In spite of the abyssmal failure of abstinence only sex education, it continues to be touted by the uptight and the religious.
Here in the US, the curriculum is set out state by state (at the high school level) as with the major subjects such as Math and English. But what is this: even though Texas has a fairly comprehensive standard (compared to some other states), these standards are not adhered to by MOST districts!
See this article about why this happens.
This is not directly related to African issues, however: Keep in mind the power of the convictions of the people here who see to it that abstinence only is taught exclusively. Their influence also taints decisions on at least some of the billions of dollars for the fight against HIV/AIDS in Africa, and some monies have come with the condition that it be used for abstinence only.
The approach is an embarrassing failure in the US, it could be a disaster of epic proportions in Africa.
(Fixed the link for you.)
Chris Mooney devotes an entire chapter to the absurdity of an abstinence-only sex education approach in his book The Republican War on Science. The whole thing rests on a pseudo-Calvinistic suppression of the topic of sex. The religious often have this idea that dealing with sex is somehow shameful (the article says as much) and embarrassing, probably because of some misplaced and outdated morality derived from the bible’s conservatism regarding fornication and nudity and related matters. In short, religion once again poses a real threat to people – in this case both their physical and emotional wellbeing.

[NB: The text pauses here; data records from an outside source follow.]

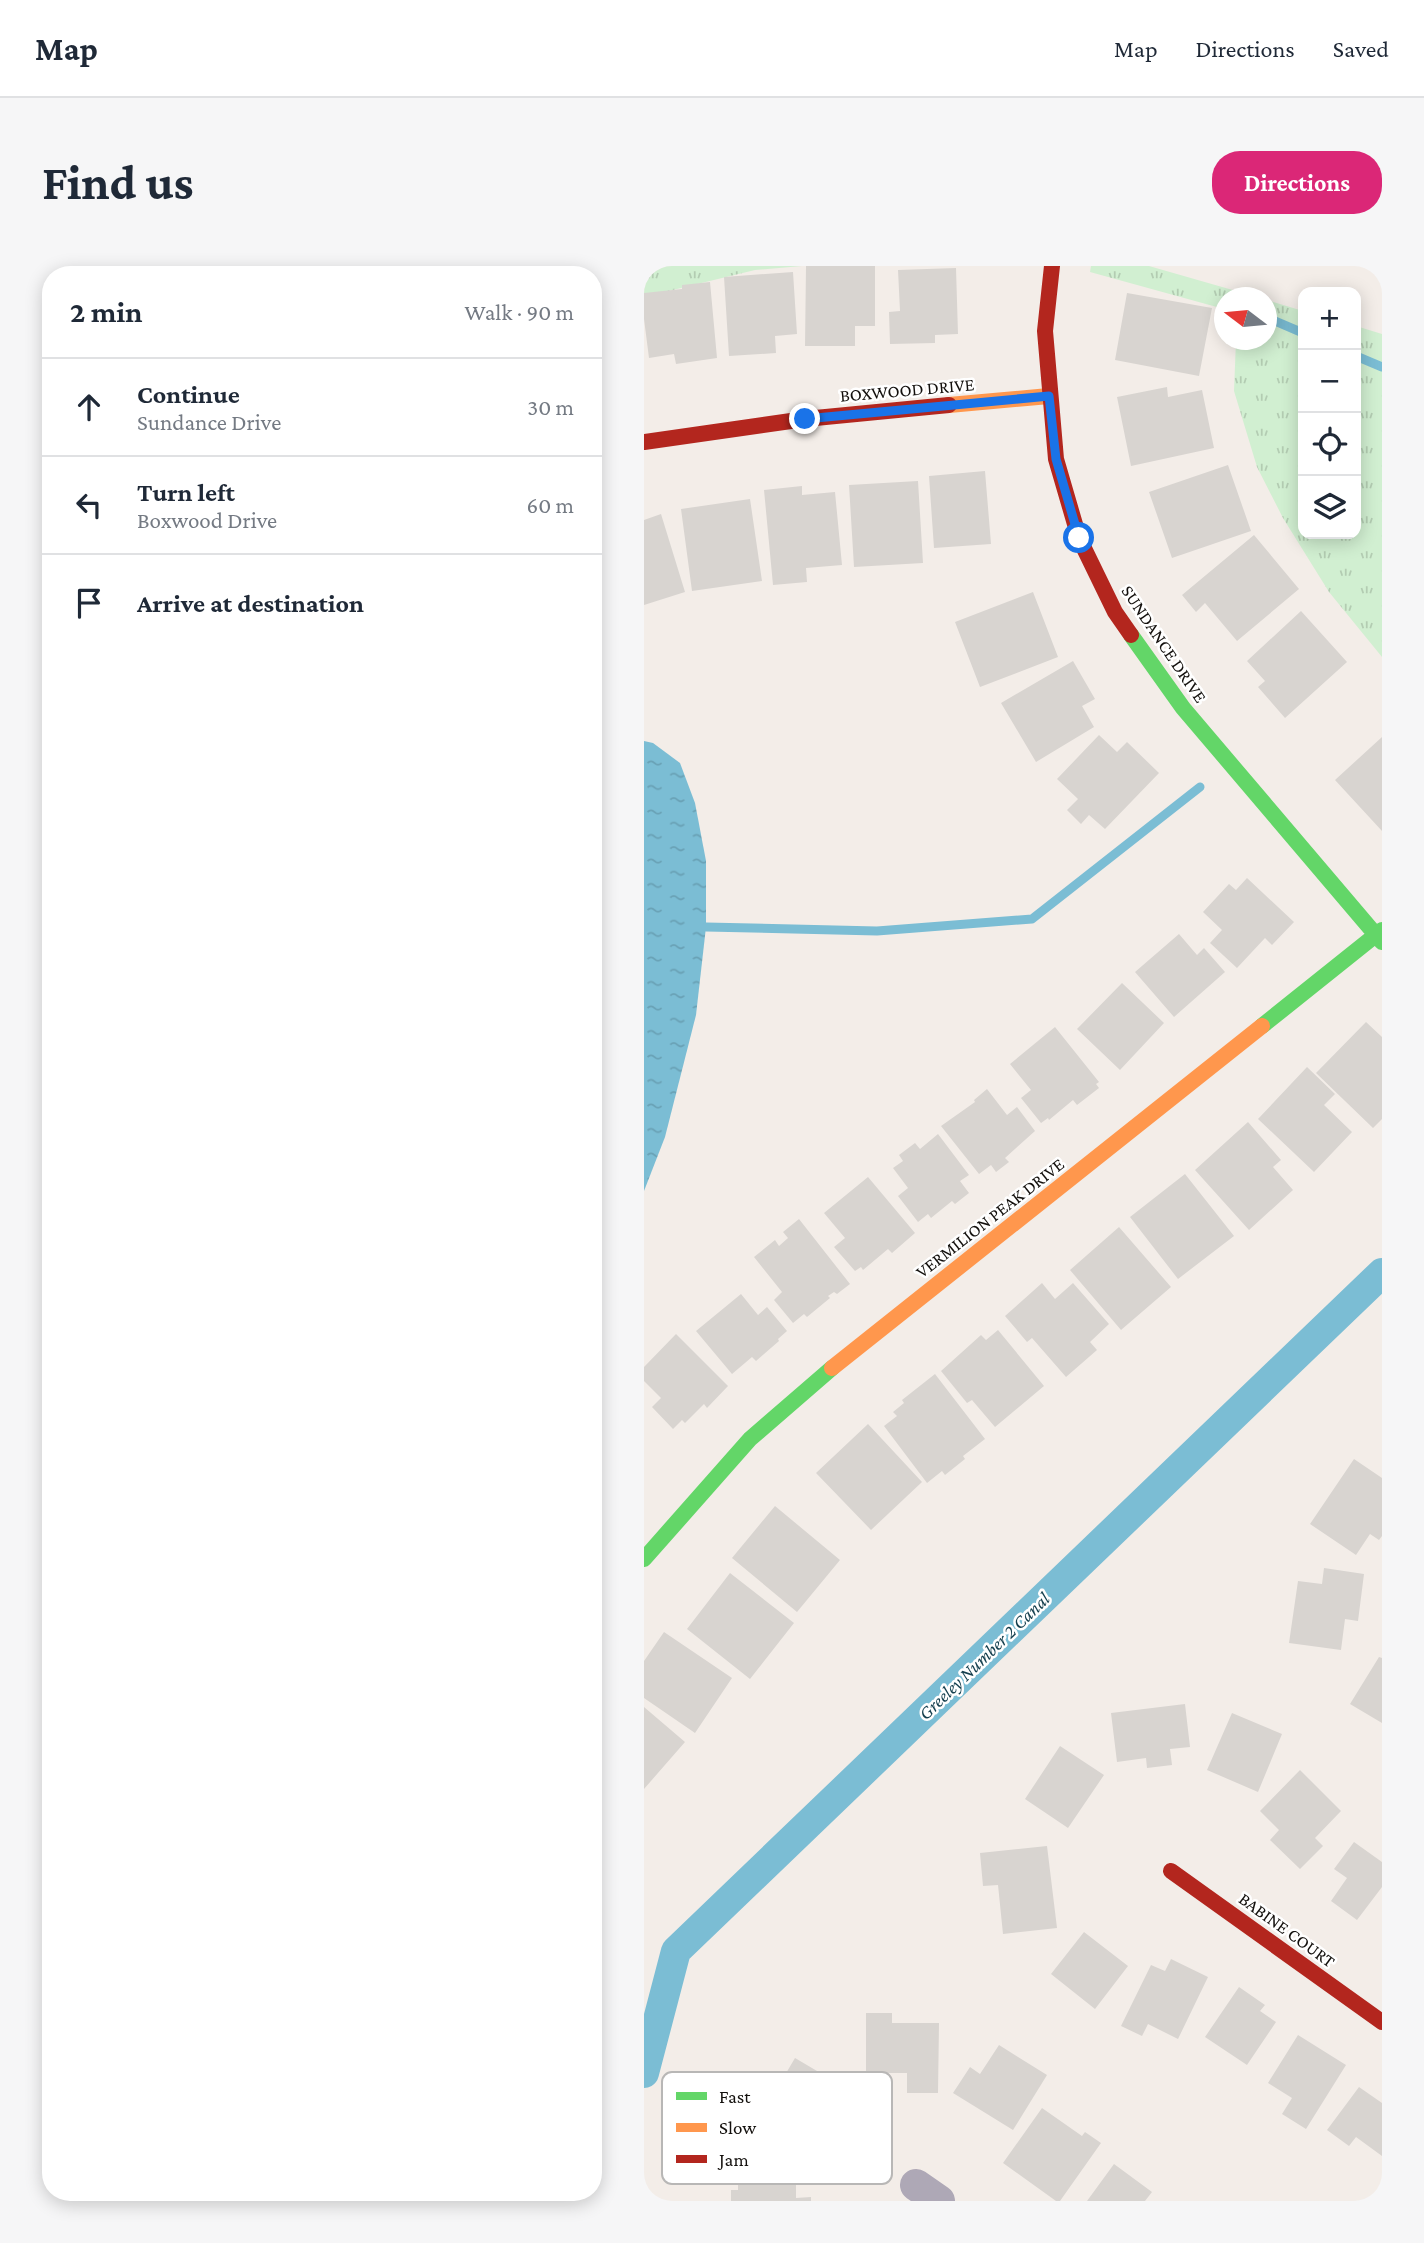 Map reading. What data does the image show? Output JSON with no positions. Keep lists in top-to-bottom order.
{
  "streets": {
    "street": [
      "BOXWOOD DRIVE",
      "SUNDANCE DRIVE",
      "VERMILION PEAK DRIVE",
      "BABINE COURT"
    ]
  },
  "crossings": [
    ["BOXWOOD DRIVE", "SUNDANCE DRIVE"],
    ["SUNDANCE DRIVE", "VERMILION PEAK DRIVE"]
  ],
  "water": ["Greeley Number 2 Canal"],
  "legend": ["Fast", "Slow", "Jam"],
  "north": "left",
  "page": {
    "header": "Map",
    "nav": ["Map", "Directions", "Saved"],
    "buttons": "Directions",
    "title": "Find us",
    "heading": ["2 min", "Walk · 90 m"],
    "map_buttons": ["+", "−"],
    "list": [
      ["Continue", "Sundance Drive", "30 m"],
      ["Turn left", "Boxwood Drive", "60 m"],
      "Arrive at destination"
    ]
  }
}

One must question the soundness of attaching “moral” conditions to money earmarked for health programmes when those conditions fly in the face of well-established empirical observation, in this case that abstinence-only is about the least effective strategy in the presence of raging teenage hormones. It seems then that “moral” is no more than a synonym for “as long as they do it my way, and never mind the facts.”

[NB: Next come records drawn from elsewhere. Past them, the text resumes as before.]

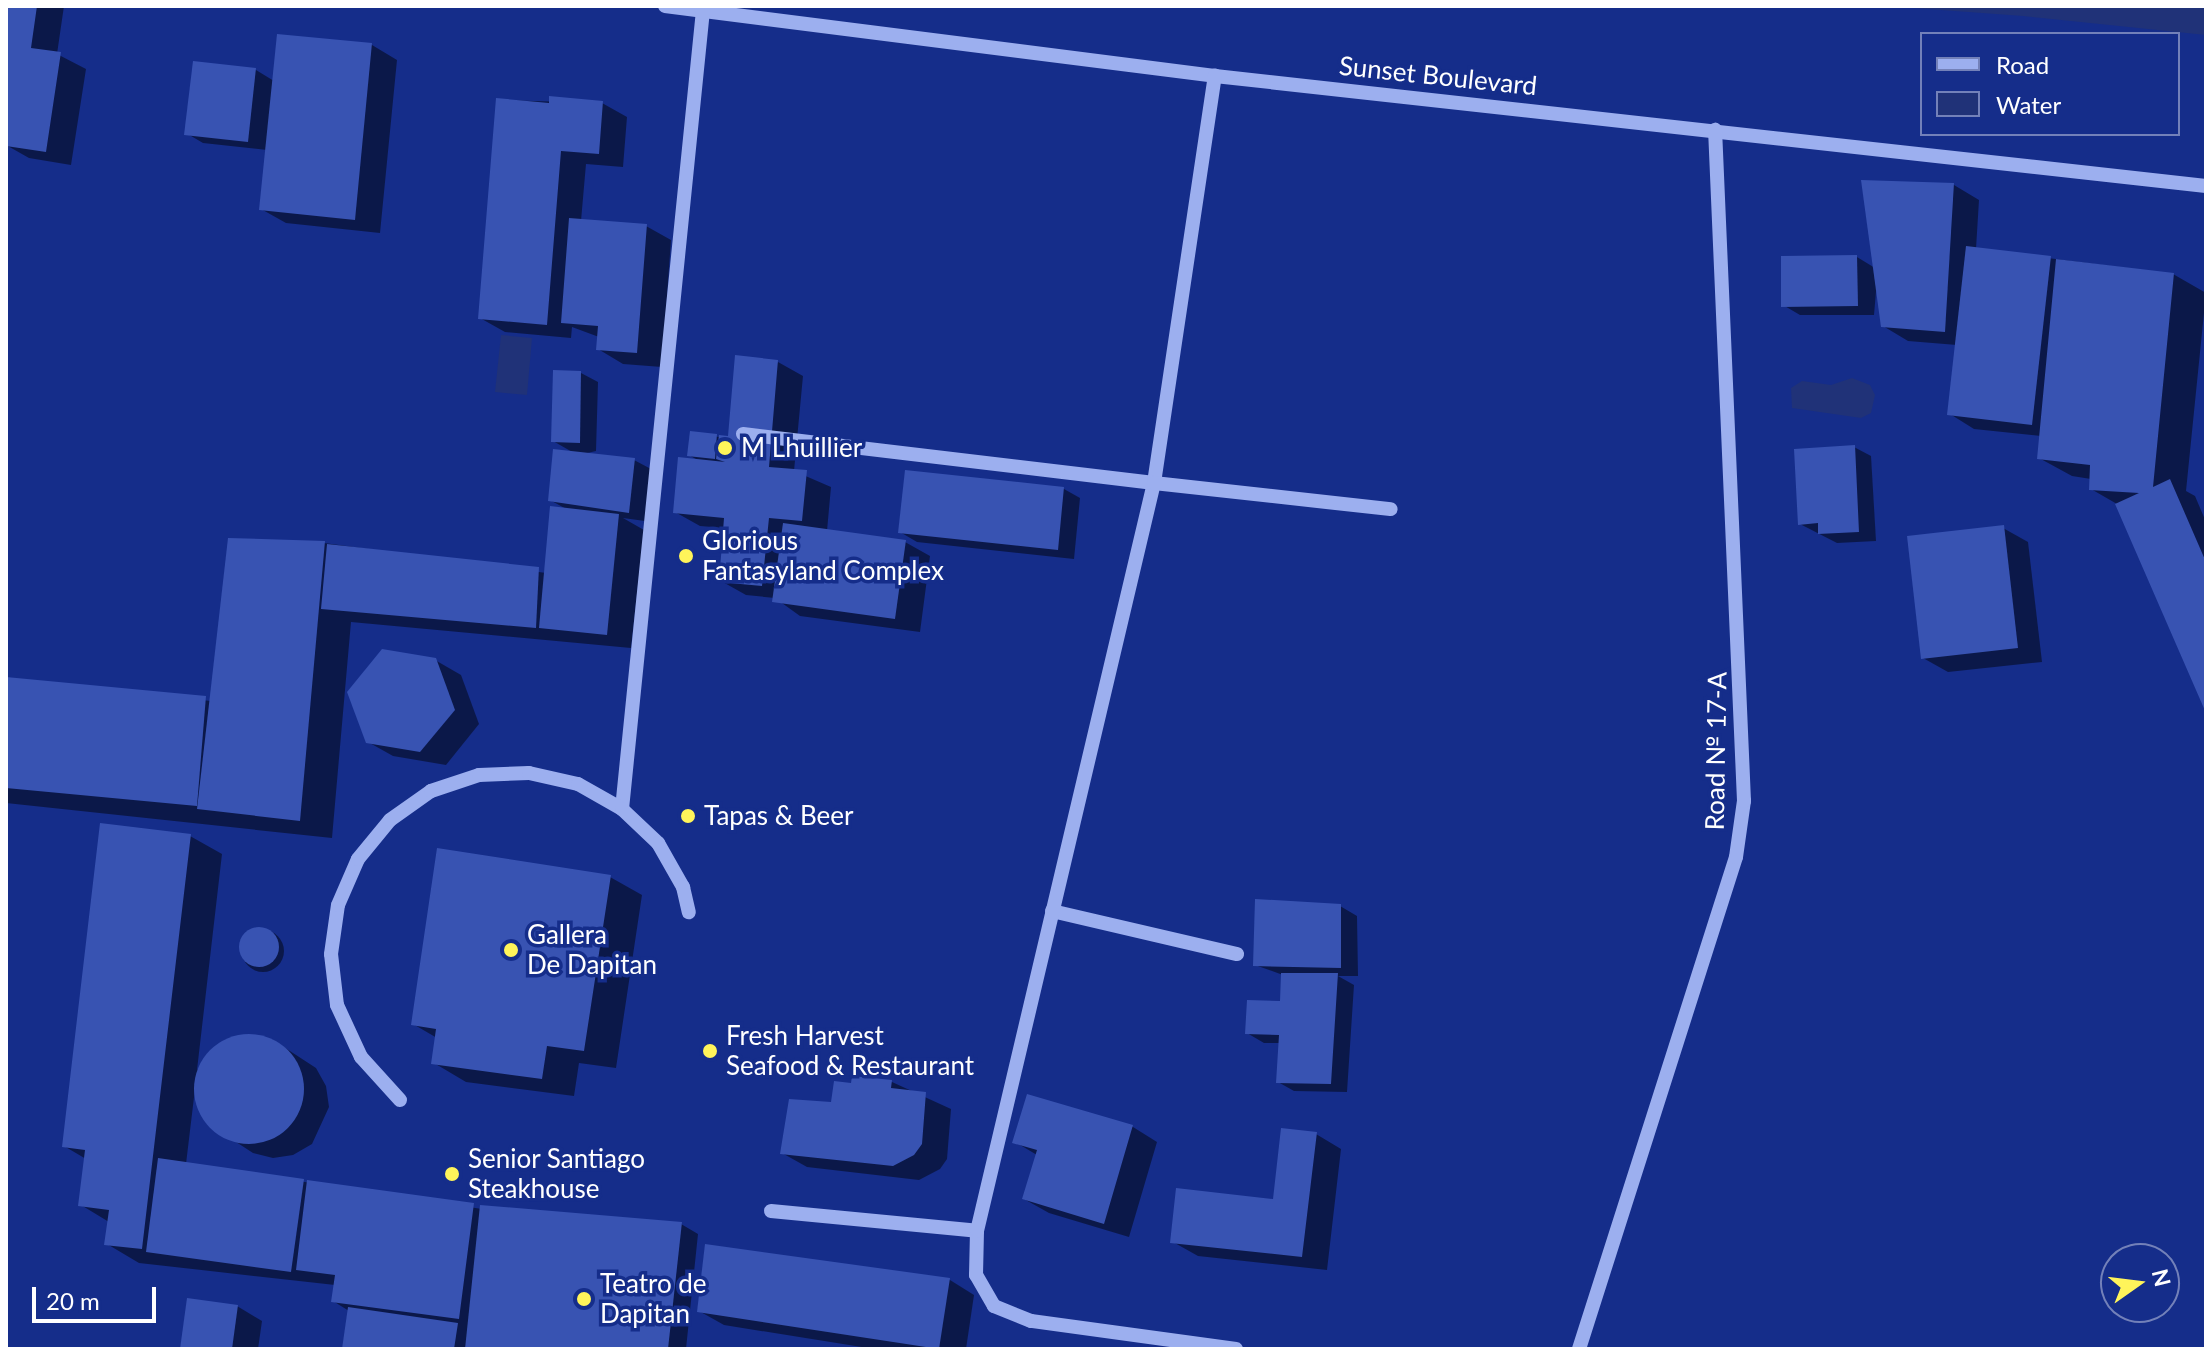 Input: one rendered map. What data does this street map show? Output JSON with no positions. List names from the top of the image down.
{
  "streets": {
    "street": ["Sunset Boulevard", "Road № 17-A"]
  },
  "crossings": [
    ["Sunset Boulevard", "Road № 17-A"]
  ],
  "places": [
    "M Lhuillier",
    "Glorious Fantasyland Complex",
    "Tapas & Beer",
    "Gallera De Dapitan",
    "Fresh Harvest Seafood & Restaurant",
    "Senior Santiago Steakhouse",
    "Teatro de Dapitan"
  ],
  "legend": ["Road", "Water"],
  "scale_bar": "20 m",
  "north": "right"
}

Thanks for fixing the link, Luthon (I didn’t even check it after posting).
I read Chris Mooney’s book, and am reminded now of that chapter.
I think placing conditions on humanitarian aid in general is a bad thing. The only conditions that should be placed is that there is proper oversight by a third party to ensure the money is used for what it is supposed to be used for. That is justified by situations such as the scandals in west Africa where corrupt governments were taking the lion’s share of aid to use to continue their wars while those in need continued to suffer.